Weiß jemand, wie die Anschlussbelegung von einem RJ10 (Telefon) und RJ45 (Ethernet) ist, wenn man von einem Splitter mit RJ10 auf einen Router mit RJ45 Eingang gehen will?
Sind das bei dem RJ10 nur die mittleren beiden Kabel die dann auch beim RJ45 in Pin 4 und 5 kommen oder wie geht das?
Das ganze ist für einen schweizer Internetanschluss.
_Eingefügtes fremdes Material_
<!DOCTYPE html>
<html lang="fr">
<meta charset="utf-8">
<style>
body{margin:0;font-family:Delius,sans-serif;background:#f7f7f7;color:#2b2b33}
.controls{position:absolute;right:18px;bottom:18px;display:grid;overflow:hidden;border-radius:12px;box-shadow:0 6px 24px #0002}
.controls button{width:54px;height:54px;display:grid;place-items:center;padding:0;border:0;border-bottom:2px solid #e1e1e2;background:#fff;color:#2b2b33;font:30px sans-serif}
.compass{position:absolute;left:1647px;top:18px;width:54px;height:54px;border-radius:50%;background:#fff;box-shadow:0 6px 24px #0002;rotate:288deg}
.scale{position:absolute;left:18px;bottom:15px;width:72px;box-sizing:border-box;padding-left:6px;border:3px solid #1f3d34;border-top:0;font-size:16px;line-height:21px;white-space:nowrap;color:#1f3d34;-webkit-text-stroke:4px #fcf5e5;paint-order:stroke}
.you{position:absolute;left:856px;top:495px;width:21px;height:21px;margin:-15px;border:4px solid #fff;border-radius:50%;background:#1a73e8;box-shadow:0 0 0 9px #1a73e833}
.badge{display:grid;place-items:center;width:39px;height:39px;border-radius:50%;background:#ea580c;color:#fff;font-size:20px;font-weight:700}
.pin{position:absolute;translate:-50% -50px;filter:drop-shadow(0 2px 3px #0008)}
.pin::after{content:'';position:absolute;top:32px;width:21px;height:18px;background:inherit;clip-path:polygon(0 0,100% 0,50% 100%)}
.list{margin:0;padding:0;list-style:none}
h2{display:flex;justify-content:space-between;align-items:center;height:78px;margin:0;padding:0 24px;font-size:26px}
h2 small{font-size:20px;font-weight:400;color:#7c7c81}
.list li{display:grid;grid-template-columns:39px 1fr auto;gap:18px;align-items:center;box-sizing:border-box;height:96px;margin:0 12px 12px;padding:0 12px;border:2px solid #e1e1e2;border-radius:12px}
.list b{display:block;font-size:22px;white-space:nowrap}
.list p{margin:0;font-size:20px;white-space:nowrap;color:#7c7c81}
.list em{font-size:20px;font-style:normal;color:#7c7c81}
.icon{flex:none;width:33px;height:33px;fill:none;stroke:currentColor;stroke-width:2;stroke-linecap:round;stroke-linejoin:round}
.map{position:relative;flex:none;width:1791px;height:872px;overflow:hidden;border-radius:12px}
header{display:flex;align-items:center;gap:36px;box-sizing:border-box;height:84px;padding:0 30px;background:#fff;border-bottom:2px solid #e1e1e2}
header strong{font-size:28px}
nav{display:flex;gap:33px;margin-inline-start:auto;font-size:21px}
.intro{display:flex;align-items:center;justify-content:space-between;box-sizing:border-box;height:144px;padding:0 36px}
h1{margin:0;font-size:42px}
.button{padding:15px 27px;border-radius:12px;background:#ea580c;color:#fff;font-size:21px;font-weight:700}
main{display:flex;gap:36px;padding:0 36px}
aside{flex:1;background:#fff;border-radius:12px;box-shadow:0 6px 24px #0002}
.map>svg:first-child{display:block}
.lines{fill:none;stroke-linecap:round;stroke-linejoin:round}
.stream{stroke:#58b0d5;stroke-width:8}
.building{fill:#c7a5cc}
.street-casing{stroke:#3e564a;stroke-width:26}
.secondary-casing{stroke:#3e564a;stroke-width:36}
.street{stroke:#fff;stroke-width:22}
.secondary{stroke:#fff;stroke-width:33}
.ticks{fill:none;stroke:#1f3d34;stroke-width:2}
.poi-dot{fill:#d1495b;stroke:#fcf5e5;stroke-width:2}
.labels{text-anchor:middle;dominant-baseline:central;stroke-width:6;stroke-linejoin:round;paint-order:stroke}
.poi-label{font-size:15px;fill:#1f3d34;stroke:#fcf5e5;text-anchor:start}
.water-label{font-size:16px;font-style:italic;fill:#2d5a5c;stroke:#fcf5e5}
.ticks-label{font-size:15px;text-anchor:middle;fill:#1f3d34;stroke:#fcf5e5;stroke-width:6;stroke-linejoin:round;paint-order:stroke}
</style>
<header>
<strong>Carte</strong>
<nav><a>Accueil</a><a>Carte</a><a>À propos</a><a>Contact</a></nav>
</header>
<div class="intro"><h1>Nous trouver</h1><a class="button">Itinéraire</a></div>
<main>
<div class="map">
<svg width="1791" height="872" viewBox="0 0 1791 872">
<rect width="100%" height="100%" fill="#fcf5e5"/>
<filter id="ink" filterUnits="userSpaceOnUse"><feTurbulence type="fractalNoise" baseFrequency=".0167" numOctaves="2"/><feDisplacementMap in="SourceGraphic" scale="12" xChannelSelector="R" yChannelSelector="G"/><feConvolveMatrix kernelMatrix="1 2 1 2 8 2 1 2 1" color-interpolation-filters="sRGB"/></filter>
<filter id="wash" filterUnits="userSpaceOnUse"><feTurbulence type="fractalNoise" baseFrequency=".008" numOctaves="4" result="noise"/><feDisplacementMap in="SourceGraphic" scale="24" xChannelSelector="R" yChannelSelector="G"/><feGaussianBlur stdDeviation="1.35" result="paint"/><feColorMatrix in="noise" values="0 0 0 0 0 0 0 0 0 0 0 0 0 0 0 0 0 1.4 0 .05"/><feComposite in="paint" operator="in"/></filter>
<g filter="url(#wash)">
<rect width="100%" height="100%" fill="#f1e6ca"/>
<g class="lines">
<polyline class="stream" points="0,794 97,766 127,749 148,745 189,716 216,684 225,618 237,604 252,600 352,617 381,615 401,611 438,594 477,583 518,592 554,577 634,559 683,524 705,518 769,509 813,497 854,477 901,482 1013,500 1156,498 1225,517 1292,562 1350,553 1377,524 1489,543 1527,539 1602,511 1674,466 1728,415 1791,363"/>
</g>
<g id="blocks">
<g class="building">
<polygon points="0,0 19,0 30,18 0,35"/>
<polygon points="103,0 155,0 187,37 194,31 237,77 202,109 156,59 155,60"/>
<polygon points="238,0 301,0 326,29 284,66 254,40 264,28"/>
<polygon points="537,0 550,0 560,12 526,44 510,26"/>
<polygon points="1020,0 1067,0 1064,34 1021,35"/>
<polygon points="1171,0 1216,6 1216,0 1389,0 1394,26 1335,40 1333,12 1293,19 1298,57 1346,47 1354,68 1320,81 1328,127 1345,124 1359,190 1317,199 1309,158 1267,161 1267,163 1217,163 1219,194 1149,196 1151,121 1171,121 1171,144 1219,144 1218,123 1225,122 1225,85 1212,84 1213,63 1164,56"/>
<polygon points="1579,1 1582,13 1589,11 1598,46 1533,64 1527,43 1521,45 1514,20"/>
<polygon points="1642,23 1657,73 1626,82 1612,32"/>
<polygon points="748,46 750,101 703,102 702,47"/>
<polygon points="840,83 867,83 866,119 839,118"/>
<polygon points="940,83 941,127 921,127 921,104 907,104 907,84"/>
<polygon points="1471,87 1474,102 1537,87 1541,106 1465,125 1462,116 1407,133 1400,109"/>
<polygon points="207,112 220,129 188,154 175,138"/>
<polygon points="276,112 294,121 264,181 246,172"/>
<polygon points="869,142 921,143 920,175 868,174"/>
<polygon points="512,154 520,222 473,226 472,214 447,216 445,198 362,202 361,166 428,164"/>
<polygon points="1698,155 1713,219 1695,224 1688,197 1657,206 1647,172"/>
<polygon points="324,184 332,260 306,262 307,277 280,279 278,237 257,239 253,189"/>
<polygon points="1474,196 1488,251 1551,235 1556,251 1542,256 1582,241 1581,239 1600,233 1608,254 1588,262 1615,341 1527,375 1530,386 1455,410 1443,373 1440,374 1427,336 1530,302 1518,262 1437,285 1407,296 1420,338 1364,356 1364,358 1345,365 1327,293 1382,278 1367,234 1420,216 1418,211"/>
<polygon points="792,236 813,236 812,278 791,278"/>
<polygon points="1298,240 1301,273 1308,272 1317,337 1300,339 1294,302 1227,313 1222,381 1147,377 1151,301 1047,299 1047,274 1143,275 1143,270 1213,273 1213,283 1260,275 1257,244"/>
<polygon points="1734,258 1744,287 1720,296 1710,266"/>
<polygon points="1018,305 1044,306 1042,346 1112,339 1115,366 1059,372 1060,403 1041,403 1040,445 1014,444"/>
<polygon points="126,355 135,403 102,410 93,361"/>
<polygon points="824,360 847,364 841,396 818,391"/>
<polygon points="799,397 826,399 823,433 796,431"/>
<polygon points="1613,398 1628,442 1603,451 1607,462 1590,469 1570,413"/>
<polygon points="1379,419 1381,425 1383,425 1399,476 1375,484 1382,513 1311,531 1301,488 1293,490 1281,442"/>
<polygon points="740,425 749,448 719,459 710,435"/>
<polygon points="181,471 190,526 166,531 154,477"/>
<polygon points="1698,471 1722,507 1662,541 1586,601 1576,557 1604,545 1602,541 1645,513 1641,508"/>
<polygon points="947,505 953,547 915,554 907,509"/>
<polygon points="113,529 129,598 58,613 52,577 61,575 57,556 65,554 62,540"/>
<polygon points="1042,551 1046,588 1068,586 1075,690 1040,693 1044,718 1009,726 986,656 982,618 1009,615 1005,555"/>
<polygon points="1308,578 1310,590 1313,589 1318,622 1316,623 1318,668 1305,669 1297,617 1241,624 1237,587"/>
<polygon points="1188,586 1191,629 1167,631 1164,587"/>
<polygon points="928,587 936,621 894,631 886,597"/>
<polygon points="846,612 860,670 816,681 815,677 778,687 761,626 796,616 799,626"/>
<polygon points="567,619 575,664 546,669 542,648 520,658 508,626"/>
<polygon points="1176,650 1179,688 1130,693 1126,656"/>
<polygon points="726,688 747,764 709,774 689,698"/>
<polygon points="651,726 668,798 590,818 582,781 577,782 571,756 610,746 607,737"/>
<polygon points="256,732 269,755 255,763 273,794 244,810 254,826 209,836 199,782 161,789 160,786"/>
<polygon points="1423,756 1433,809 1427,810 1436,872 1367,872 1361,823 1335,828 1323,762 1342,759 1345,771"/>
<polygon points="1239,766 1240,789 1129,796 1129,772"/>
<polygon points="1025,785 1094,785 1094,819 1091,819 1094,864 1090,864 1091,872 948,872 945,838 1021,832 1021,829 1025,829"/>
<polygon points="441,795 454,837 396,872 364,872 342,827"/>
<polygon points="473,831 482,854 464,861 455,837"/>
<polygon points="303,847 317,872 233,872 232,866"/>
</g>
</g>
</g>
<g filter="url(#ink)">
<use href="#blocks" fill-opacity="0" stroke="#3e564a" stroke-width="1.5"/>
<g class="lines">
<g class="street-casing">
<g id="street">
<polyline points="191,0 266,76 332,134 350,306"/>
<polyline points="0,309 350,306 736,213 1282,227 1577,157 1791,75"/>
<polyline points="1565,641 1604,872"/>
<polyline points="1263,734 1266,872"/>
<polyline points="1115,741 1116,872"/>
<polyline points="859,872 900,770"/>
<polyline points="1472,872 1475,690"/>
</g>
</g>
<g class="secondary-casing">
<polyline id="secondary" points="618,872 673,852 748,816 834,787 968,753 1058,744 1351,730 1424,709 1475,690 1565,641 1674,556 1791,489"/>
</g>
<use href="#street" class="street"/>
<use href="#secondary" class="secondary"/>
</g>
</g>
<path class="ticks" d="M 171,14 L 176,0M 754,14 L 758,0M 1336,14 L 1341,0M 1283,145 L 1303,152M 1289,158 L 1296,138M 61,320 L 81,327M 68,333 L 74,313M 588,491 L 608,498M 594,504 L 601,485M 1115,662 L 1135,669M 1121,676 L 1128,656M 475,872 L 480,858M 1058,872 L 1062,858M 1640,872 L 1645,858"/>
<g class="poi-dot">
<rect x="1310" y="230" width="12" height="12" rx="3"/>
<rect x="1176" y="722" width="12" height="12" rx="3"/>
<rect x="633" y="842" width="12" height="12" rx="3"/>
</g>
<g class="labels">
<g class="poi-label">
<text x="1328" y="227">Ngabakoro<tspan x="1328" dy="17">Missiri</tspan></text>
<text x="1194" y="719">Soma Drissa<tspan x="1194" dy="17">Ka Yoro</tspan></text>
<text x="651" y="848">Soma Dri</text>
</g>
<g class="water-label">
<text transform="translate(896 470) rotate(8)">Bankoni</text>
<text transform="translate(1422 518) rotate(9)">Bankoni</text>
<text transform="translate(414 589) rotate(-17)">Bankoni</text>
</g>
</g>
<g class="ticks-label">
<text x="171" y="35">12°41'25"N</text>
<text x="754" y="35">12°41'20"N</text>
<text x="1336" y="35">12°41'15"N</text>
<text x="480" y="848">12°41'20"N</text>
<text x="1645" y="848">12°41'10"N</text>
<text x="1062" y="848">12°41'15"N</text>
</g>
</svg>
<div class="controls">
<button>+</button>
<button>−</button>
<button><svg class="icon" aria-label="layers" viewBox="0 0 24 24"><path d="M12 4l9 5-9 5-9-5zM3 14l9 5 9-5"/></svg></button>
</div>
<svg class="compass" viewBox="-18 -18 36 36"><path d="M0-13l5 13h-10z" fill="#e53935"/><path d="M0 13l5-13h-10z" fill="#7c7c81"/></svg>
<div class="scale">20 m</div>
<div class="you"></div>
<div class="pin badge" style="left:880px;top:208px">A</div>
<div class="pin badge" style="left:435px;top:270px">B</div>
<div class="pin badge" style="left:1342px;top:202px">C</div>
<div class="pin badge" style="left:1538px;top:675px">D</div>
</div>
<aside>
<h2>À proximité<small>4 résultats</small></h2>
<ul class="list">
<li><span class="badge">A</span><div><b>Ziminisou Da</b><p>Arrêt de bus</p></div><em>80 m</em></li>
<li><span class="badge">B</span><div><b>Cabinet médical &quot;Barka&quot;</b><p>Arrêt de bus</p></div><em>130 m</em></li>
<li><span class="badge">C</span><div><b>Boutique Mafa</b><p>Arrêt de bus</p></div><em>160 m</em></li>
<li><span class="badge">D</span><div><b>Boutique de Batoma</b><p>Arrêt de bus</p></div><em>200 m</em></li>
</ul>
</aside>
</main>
Die haben da so komische Splitter  ...

Vielen Dank.

- Carndret


----------



## JuRrAsStOiL (25. März 2006)

RJ45 findest du hier:
http://www.elektronik-kompendium.de/sites/net/0510151.htm

RJ10 is da sicher auch irgendwo zu finden 

//EDIT
http://www.hardware-bastelkiste.de/modem.html

2. Treffer bei der google-Suche


----------



## Carndret (30. März 2006)

mmh genau so wie es dort steht hab ich es gemacht aber irgendwas stimmt da nicht. Ich hoffe so ein Stecker kann man auch kaufen. Das funktioniert sonst nie. Keine Ahnung was die in der Schweiz da für Kombinationen haben.


----------



## chmee (30. März 2006)

http://www.your-connect.ch/news-detail.asp?newsid=184

mfg chmee


----------